[Dataset excerpts]
Segment Open
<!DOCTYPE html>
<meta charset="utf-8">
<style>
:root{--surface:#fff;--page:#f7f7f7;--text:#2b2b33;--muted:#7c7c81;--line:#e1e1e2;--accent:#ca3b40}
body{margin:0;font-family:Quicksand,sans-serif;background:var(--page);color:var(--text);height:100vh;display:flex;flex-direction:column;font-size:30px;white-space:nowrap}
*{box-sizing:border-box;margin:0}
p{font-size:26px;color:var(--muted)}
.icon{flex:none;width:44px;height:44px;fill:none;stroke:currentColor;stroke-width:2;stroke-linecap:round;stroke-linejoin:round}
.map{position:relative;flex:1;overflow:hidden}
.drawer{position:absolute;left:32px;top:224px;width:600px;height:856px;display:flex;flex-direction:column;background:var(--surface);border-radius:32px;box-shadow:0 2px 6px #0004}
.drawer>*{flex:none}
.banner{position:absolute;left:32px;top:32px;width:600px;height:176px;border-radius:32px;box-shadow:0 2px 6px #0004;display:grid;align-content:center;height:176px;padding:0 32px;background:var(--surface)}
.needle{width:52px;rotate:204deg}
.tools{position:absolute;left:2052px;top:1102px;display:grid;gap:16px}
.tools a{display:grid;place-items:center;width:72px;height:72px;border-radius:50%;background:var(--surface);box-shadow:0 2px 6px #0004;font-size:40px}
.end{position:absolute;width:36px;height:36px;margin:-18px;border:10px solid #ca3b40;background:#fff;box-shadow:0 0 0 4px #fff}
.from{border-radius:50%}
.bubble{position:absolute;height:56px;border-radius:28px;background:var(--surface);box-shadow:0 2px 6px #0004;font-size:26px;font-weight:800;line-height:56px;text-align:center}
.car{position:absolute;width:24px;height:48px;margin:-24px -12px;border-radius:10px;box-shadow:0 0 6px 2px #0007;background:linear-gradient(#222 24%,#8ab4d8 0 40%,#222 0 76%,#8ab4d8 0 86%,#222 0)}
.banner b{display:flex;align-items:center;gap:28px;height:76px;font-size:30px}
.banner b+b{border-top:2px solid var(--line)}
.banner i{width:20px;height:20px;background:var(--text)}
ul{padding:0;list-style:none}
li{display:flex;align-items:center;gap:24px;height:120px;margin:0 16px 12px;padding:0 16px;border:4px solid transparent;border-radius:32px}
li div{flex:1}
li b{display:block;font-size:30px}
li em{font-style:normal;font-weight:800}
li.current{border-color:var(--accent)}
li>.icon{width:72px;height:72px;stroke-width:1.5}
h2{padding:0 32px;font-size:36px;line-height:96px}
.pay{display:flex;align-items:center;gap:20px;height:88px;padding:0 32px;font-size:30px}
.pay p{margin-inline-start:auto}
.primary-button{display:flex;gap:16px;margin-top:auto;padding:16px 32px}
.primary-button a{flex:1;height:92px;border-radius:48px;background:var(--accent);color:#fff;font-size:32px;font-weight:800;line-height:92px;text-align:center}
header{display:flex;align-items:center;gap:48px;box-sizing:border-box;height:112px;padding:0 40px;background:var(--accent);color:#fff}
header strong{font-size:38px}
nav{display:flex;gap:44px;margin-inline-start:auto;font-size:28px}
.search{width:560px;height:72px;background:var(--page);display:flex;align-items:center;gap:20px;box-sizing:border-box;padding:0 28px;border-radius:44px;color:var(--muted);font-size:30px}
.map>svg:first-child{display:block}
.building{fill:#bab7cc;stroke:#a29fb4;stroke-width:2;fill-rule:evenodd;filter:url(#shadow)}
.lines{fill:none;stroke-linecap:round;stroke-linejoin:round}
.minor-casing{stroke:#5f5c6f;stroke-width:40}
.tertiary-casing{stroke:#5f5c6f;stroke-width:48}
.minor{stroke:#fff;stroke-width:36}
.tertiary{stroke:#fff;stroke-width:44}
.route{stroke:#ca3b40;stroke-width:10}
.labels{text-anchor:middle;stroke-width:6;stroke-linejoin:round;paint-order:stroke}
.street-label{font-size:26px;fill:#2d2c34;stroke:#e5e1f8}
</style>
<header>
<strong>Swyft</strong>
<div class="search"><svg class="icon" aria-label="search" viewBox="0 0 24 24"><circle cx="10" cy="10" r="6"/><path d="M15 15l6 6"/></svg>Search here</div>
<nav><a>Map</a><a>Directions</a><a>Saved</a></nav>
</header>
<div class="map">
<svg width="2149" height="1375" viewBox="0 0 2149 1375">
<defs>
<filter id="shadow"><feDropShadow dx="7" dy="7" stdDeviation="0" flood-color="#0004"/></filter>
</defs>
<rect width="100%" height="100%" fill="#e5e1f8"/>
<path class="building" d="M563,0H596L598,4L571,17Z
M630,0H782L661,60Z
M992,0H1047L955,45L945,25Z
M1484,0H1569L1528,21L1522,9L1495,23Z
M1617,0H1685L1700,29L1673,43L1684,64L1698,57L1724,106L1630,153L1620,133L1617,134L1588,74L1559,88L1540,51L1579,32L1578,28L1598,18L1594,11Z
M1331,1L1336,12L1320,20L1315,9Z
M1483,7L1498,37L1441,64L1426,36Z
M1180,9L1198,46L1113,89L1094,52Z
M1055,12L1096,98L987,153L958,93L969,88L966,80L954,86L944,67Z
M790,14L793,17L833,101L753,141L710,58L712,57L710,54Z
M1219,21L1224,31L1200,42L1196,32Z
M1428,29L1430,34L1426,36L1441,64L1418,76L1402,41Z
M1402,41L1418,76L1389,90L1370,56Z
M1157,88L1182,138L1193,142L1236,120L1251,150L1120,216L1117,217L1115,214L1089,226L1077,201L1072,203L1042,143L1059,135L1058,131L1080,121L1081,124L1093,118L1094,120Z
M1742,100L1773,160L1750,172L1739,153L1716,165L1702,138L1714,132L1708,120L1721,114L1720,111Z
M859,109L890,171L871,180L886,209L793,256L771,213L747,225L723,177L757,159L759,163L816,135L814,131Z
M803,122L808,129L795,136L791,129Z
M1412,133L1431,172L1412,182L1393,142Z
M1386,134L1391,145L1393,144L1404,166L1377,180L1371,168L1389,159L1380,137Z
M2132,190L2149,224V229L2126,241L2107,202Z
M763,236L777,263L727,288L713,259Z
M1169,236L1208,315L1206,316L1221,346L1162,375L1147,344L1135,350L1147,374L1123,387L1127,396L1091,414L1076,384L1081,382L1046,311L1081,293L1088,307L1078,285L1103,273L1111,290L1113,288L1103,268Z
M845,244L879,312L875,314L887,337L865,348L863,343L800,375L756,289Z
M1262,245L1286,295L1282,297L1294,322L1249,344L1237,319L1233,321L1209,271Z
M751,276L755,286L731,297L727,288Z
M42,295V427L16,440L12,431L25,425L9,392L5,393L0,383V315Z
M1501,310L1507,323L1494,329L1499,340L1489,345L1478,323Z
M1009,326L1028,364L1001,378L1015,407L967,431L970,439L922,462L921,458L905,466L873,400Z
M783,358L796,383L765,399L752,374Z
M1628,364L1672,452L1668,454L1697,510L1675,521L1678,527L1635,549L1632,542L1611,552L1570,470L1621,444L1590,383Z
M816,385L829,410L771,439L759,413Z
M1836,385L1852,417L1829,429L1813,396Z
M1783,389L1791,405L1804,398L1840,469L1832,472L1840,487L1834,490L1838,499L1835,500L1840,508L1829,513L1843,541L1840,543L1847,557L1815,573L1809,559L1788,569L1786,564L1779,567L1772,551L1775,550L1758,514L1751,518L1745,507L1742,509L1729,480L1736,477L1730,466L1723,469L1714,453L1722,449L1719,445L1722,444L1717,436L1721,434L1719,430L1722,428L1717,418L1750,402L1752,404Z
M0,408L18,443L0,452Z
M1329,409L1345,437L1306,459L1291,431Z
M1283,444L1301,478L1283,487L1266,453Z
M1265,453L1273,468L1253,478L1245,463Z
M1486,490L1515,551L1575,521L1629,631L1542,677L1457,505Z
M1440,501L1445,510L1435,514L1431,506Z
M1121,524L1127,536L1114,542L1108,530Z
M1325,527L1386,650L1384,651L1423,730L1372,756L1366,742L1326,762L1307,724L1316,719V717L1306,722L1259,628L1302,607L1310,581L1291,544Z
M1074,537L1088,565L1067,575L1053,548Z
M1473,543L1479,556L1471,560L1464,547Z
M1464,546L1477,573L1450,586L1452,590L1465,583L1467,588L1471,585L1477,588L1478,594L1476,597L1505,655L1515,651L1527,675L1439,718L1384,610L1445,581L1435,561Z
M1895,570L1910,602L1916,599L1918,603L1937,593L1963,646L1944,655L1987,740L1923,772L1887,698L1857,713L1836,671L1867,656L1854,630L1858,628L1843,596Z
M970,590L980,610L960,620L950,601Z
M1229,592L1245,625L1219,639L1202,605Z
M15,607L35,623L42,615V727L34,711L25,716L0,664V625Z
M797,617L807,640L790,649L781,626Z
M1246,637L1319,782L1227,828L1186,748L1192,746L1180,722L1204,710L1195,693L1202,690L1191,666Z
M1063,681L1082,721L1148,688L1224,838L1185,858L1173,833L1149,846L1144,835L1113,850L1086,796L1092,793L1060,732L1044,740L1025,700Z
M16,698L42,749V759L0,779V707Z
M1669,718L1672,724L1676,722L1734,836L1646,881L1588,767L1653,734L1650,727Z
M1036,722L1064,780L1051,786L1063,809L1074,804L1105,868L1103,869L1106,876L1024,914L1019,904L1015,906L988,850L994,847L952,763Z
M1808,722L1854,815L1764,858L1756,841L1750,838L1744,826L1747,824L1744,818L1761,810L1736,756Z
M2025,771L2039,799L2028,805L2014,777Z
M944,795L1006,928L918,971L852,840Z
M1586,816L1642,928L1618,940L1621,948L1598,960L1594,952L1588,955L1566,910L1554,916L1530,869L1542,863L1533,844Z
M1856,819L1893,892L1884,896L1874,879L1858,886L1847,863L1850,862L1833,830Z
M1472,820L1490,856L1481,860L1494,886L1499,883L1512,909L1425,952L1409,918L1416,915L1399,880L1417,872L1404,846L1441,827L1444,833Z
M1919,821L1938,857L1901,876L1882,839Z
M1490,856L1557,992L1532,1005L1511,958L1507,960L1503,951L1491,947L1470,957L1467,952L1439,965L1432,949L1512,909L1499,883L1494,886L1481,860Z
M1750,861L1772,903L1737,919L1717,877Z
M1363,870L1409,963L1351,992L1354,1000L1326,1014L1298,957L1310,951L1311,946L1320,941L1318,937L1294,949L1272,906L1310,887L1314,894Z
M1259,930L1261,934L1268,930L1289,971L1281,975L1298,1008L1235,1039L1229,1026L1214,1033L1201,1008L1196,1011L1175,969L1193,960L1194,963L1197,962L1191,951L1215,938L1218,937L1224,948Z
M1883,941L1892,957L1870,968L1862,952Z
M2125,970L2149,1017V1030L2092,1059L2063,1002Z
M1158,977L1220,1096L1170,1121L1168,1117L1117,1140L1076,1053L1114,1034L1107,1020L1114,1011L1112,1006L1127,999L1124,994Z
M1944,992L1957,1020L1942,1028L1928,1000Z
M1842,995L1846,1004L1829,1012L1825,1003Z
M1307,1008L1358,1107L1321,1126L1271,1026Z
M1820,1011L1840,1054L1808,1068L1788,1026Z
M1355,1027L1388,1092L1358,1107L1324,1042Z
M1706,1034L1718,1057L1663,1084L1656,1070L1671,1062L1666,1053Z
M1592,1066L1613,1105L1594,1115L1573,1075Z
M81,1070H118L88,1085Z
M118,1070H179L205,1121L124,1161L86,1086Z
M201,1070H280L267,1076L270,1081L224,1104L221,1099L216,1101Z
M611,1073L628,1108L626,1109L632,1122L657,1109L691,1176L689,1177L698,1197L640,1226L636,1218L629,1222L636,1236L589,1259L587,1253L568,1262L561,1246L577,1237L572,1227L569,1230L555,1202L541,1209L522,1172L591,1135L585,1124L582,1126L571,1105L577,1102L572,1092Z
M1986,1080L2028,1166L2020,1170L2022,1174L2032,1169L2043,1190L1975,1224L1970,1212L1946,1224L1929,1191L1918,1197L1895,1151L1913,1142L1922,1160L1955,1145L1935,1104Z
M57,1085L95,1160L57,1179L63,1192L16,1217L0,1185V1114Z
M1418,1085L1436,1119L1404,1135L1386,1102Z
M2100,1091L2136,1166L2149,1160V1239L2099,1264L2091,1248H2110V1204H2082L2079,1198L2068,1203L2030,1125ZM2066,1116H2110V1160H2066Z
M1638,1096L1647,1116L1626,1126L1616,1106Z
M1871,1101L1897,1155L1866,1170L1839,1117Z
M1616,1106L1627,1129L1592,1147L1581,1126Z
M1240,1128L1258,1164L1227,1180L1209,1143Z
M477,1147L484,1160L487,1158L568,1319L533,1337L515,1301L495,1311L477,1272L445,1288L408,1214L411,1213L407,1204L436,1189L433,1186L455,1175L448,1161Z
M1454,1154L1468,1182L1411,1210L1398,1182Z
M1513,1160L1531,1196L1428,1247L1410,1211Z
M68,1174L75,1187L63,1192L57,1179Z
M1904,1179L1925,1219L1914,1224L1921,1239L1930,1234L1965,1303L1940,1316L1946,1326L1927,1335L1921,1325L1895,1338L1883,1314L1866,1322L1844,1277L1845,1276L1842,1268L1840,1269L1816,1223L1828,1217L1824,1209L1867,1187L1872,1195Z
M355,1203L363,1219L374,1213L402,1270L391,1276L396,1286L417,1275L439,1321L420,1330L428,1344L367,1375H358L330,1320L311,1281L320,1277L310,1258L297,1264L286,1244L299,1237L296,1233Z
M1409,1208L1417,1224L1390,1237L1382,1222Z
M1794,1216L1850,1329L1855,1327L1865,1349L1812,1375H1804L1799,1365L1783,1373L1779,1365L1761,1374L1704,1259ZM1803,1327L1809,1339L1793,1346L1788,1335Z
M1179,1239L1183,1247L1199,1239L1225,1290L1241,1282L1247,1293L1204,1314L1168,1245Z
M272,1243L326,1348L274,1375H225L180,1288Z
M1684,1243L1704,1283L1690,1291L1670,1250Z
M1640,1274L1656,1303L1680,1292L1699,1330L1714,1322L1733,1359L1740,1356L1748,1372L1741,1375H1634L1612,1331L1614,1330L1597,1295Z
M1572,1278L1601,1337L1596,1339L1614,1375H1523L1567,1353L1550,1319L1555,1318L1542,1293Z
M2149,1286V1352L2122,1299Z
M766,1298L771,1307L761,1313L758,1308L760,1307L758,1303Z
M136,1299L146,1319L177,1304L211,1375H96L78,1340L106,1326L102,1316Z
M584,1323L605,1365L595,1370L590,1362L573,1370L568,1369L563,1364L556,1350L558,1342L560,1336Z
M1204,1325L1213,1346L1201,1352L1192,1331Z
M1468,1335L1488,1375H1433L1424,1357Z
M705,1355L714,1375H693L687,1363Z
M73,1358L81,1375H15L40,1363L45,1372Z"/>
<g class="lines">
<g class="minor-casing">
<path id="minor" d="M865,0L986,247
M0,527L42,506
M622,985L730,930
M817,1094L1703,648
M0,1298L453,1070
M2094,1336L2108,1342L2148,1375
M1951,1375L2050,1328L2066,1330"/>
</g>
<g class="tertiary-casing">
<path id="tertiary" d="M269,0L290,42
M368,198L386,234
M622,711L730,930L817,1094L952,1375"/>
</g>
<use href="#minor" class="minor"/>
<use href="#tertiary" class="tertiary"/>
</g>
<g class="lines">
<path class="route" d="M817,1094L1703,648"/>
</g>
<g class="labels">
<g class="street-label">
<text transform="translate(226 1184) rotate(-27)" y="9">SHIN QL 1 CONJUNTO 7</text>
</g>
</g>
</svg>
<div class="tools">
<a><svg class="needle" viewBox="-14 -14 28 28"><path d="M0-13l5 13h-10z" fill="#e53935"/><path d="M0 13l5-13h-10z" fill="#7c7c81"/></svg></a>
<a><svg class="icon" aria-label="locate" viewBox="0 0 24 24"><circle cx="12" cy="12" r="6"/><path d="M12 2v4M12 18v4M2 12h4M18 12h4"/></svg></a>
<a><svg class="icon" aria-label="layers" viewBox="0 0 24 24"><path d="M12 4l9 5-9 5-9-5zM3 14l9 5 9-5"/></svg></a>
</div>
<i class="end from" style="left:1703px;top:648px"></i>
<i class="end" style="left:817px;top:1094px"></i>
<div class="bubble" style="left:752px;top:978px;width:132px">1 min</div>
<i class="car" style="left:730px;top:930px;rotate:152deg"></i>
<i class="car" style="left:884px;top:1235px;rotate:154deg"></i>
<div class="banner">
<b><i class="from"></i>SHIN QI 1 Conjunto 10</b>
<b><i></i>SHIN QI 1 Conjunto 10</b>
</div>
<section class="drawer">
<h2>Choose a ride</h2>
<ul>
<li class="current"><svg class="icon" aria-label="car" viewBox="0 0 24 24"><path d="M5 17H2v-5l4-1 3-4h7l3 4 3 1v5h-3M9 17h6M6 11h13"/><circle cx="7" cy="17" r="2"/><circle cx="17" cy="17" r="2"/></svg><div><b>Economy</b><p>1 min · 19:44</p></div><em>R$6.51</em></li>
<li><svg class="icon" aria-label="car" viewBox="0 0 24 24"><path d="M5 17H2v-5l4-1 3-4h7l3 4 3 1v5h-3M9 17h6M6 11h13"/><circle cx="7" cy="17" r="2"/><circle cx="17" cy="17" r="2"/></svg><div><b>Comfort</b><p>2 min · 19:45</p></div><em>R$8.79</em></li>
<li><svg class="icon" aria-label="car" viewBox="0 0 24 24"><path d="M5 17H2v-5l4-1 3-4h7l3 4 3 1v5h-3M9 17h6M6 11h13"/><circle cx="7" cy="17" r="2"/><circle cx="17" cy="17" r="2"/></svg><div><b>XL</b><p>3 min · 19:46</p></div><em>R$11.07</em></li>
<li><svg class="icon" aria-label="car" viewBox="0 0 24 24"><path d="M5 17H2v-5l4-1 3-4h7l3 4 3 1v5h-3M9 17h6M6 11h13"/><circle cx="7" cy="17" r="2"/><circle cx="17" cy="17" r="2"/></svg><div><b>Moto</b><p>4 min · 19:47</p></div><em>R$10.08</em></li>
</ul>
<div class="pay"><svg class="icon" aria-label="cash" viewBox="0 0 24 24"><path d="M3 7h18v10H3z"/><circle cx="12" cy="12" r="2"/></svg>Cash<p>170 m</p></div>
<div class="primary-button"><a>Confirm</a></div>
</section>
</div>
Segment Closed
▶ Problem statement
Copy all lines from the entries that contain the word "bubble".

▶ Output for this exercise
.bubble{position:absolute;height:56px;border-radius:28px;background:var(--surface);box-shadow:0 2px 6px #0004;font-size:26px;font-weight:800;line-height:56px;text-align:center}
<div class="bubble" style="left:752px;top:978px;width:132px">1 min</div>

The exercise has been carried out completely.